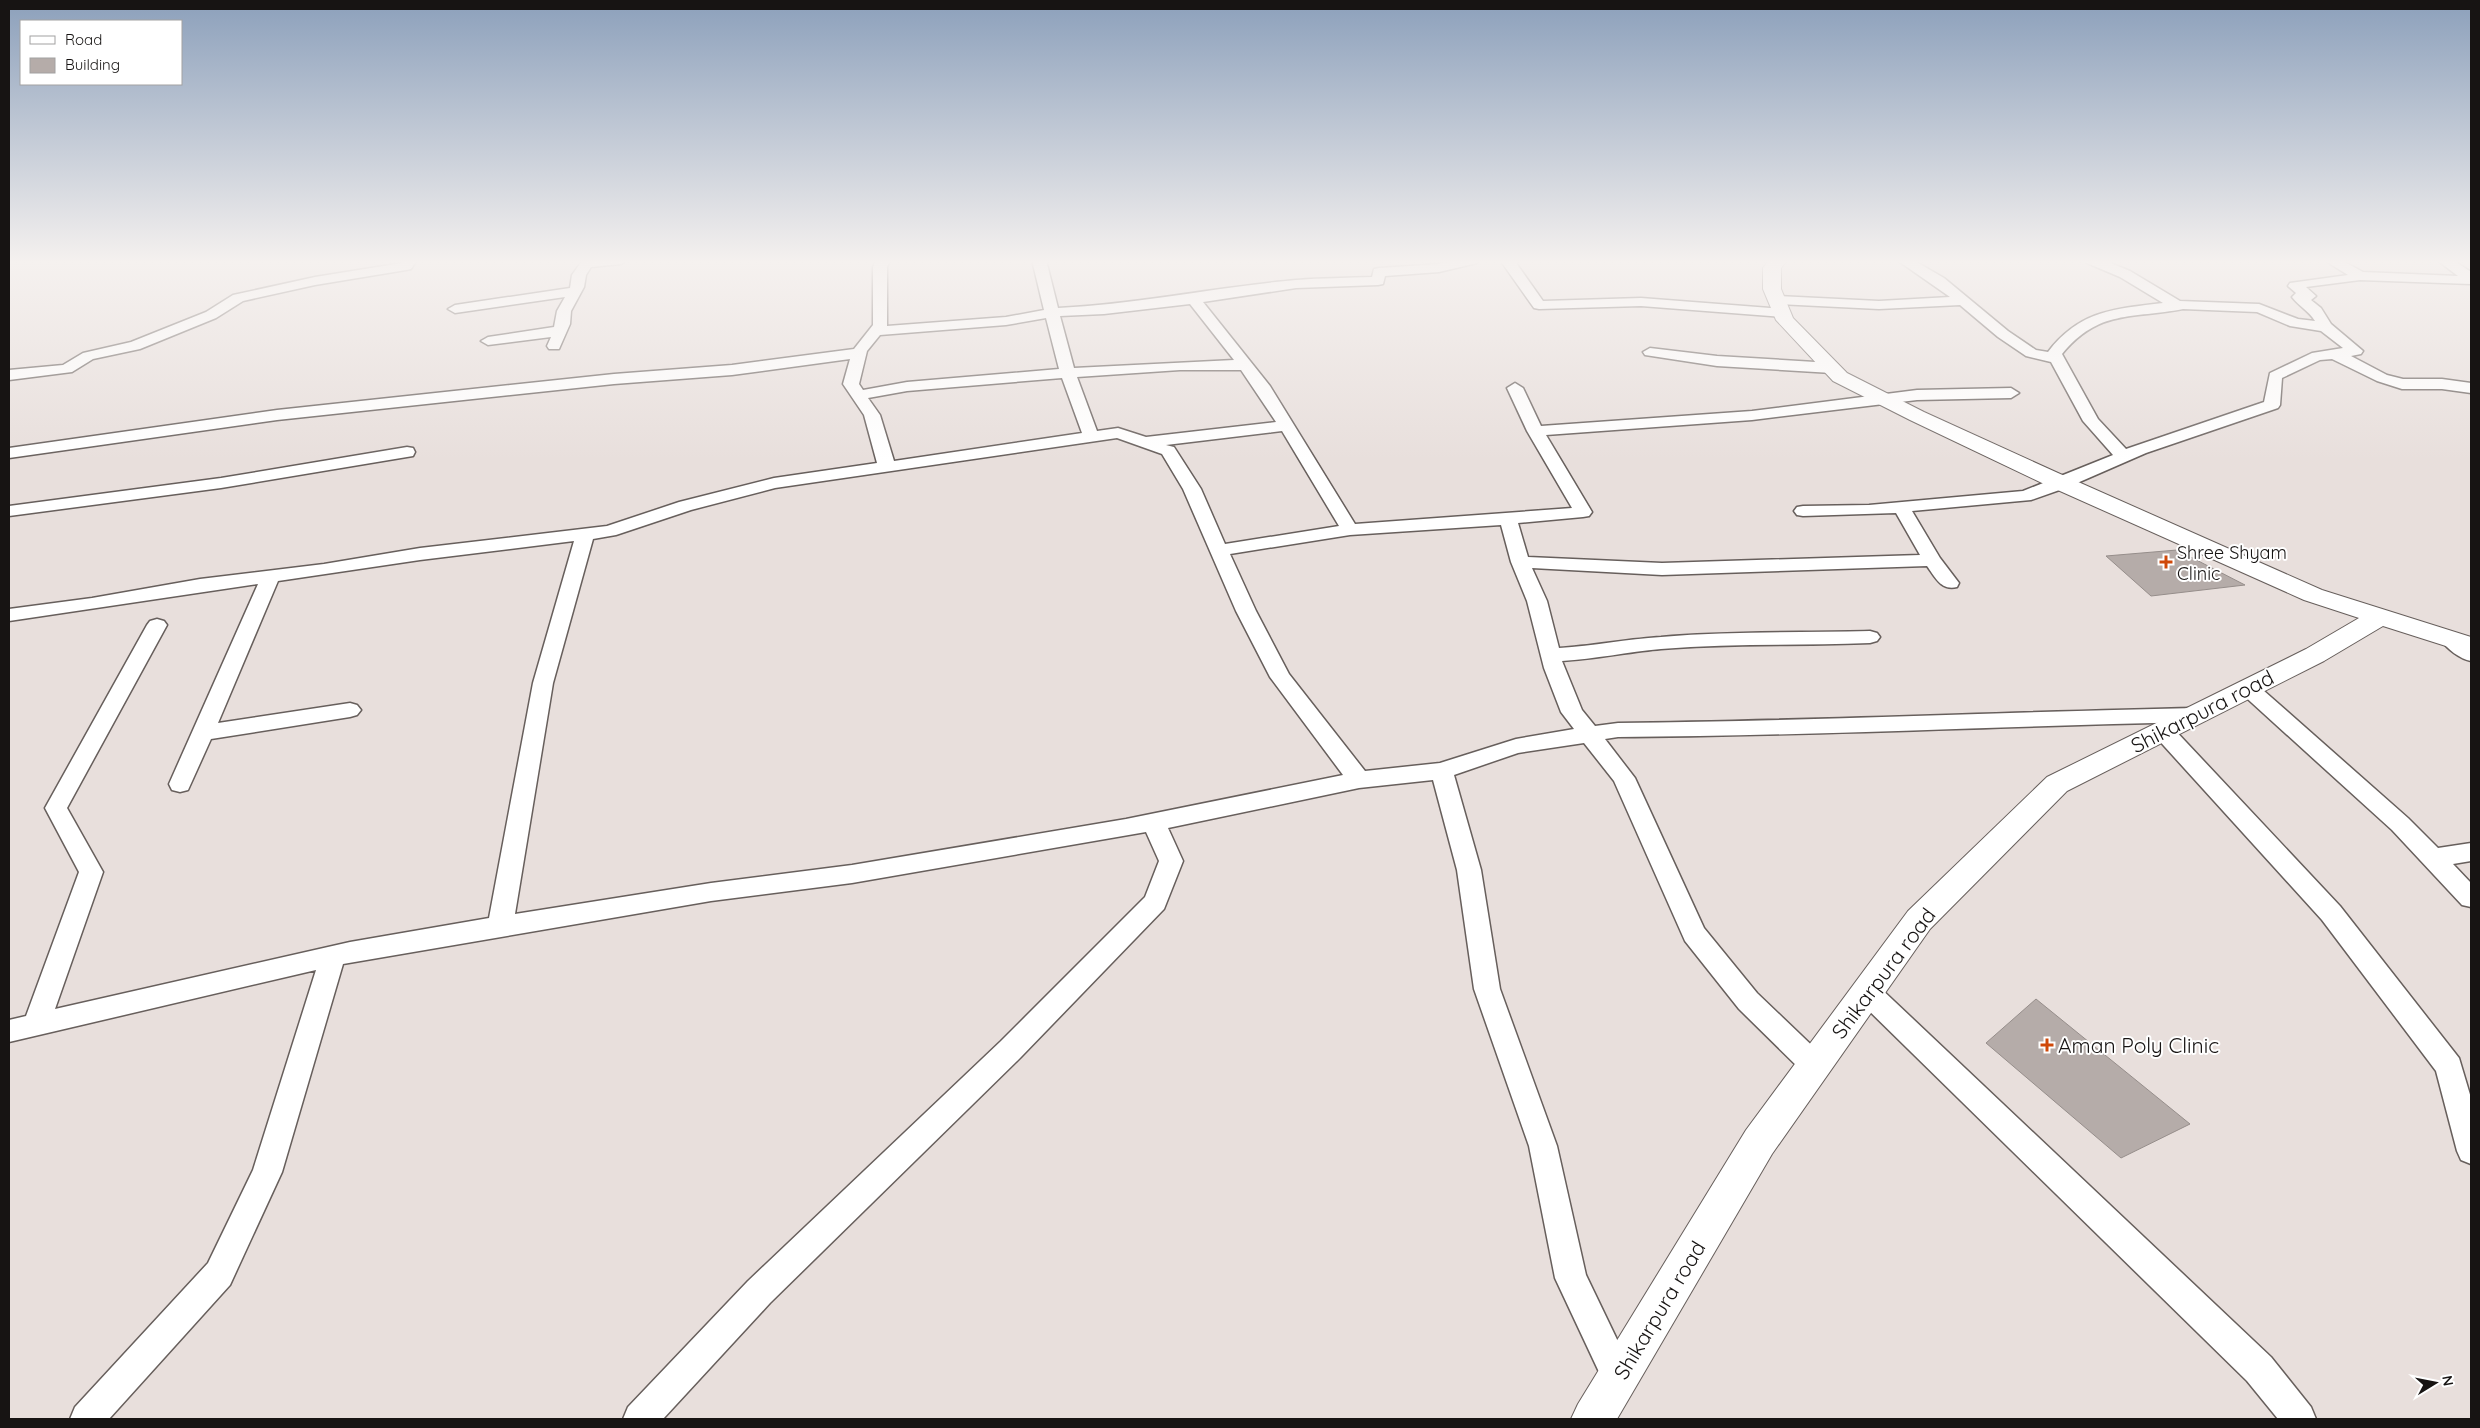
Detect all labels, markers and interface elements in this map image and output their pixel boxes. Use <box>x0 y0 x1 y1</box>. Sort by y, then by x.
legend <box>20 20 182 85</box>
text: Road <box>65 30 102 49</box>
text: Building <box>65 55 120 74</box>
place label: Shree Shyam Clinic <box>2177 541 2287 585</box>
marker: Shree Shyam Clinic <box>2159 555 2173 569</box>
street label: Shikarpura road <box>2126 664 2278 758</box>
street label: Shikarpura road <box>1825 903 1941 1043</box>
place label: Aman Poly Clinic <box>2058 1032 2219 1058</box>
marker: Aman Poly Clinic <box>2040 1038 2054 1052</box>
street label: Shikarpura road <box>1607 1236 1711 1384</box>
north arrow <box>2410 1358 2460 1408</box>
text: N <box>2438 1374 2458 1387</box>

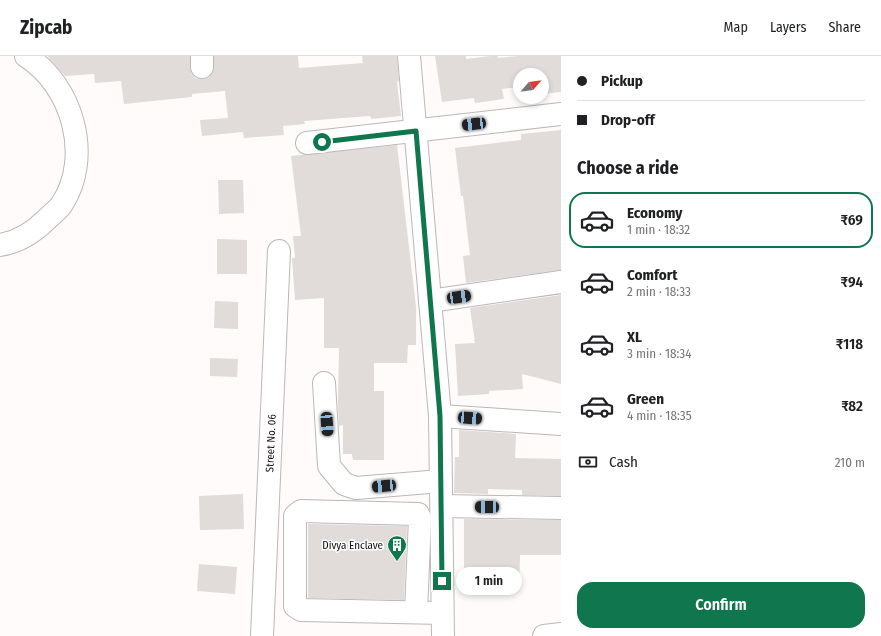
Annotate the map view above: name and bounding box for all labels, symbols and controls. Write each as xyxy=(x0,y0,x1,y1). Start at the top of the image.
text: Zipcab xyxy=(20,16,72,39)
text: Map xyxy=(724,19,748,36)
text: Layers xyxy=(770,19,806,36)
text: Share xyxy=(828,19,861,36)
north arrow xyxy=(513,68,549,104)
map controls xyxy=(513,68,549,104)
text: Pickup xyxy=(601,72,643,90)
text: Drop-off xyxy=(601,111,655,129)
car xyxy=(461,117,487,131)
route start xyxy=(313,133,331,151)
text: Choose a ride xyxy=(577,157,679,179)
icon: car xyxy=(579,202,615,238)
text: Economy xyxy=(627,204,682,222)
text: ₹69 xyxy=(841,211,863,229)
text: 1 min · 18:32 xyxy=(627,222,690,237)
icon: car xyxy=(579,264,615,300)
text: Comfort xyxy=(627,266,678,284)
text: ₹94 xyxy=(841,273,863,291)
text: 2 min · 18:33 xyxy=(627,284,691,299)
car xyxy=(446,289,472,305)
icon: car xyxy=(579,326,615,362)
text: XL xyxy=(627,328,642,346)
text: ₹118 xyxy=(836,335,863,353)
text: 3 min · 18:34 xyxy=(627,346,691,361)
icon: car xyxy=(579,388,615,424)
text: Green xyxy=(627,390,664,408)
text: ₹82 xyxy=(841,397,863,415)
text: 4 min · 18:35 xyxy=(627,408,692,423)
car xyxy=(458,411,482,425)
car xyxy=(320,412,334,436)
street label: Street No. 06 xyxy=(263,413,278,473)
icon: cash xyxy=(577,451,599,473)
text: Cash xyxy=(609,453,638,471)
text: 210 m xyxy=(835,455,865,470)
car xyxy=(372,479,396,493)
car xyxy=(475,501,499,513)
building icon: Divya Enclave xyxy=(386,534,408,562)
place label: Divya Enclave xyxy=(322,539,383,552)
callout: 1 min xyxy=(456,567,522,595)
route end xyxy=(433,572,451,590)
text: 1 min xyxy=(475,573,503,588)
button: Confirm xyxy=(577,582,865,628)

+++++

■ Task objective
Set down every record exactly, without the pictures.

■ Response area
Detect all labels, markers and interface elements in this map image and output their pixel boxes. Use <box>x0 y0 x1 y1</box>. Sort by y, then by x.
legend <box>20 20 182 85</box>
text: Road <box>65 30 102 49</box>
text: Building <box>65 55 120 74</box>
place label: Shree Shyam Clinic <box>2177 541 2287 585</box>
marker: Shree Shyam Clinic <box>2159 555 2173 569</box>
street label: Shikarpura road <box>2126 664 2278 758</box>
street label: Shikarpura road <box>1825 903 1941 1043</box>
place label: Aman Poly Clinic <box>2058 1032 2219 1058</box>
marker: Aman Poly Clinic <box>2040 1038 2054 1052</box>
street label: Shikarpura road <box>1607 1236 1711 1384</box>
north arrow <box>2410 1358 2460 1408</box>
text: N <box>2438 1374 2458 1387</box>

Annotate the map view above: name and bounding box for all labels, symbols and controls. Write each as xyxy=(x0,y0,x1,y1). Start at the top of the image.
text: Zipcab xyxy=(20,16,72,39)
text: Map xyxy=(724,19,748,36)
text: Layers xyxy=(770,19,806,36)
text: Share xyxy=(828,19,861,36)
north arrow xyxy=(513,68,549,104)
map controls xyxy=(513,68,549,104)
text: Pickup xyxy=(601,72,643,90)
text: Drop-off xyxy=(601,111,655,129)
car xyxy=(461,117,487,131)
route start xyxy=(313,133,331,151)
text: Choose a ride xyxy=(577,157,679,179)
icon: car xyxy=(579,202,615,238)
text: Economy xyxy=(627,204,682,222)
text: ₹69 xyxy=(841,211,863,229)
text: 1 min · 18:32 xyxy=(627,222,690,237)
icon: car xyxy=(579,264,615,300)
text: Comfort xyxy=(627,266,678,284)
text: ₹94 xyxy=(841,273,863,291)
text: 2 min · 18:33 xyxy=(627,284,691,299)
car xyxy=(446,289,472,305)
icon: car xyxy=(579,326,615,362)
text: XL xyxy=(627,328,642,346)
text: ₹118 xyxy=(836,335,863,353)
text: 3 min · 18:34 xyxy=(627,346,691,361)
icon: car xyxy=(579,388,615,424)
text: Green xyxy=(627,390,664,408)
text: ₹82 xyxy=(841,397,863,415)
text: 4 min · 18:35 xyxy=(627,408,692,423)
car xyxy=(458,411,482,425)
car xyxy=(320,412,334,436)
street label: Street No. 06 xyxy=(263,413,278,473)
icon: cash xyxy=(577,451,599,473)
text: Cash xyxy=(609,453,638,471)
text: 210 m xyxy=(835,455,865,470)
car xyxy=(372,479,396,493)
car xyxy=(475,501,499,513)
building icon: Divya Enclave xyxy=(386,534,408,562)
place label: Divya Enclave xyxy=(322,539,383,552)
callout: 1 min xyxy=(456,567,522,595)
route end xyxy=(433,572,451,590)
text: 1 min xyxy=(475,573,503,588)
button: Confirm xyxy=(577,582,865,628)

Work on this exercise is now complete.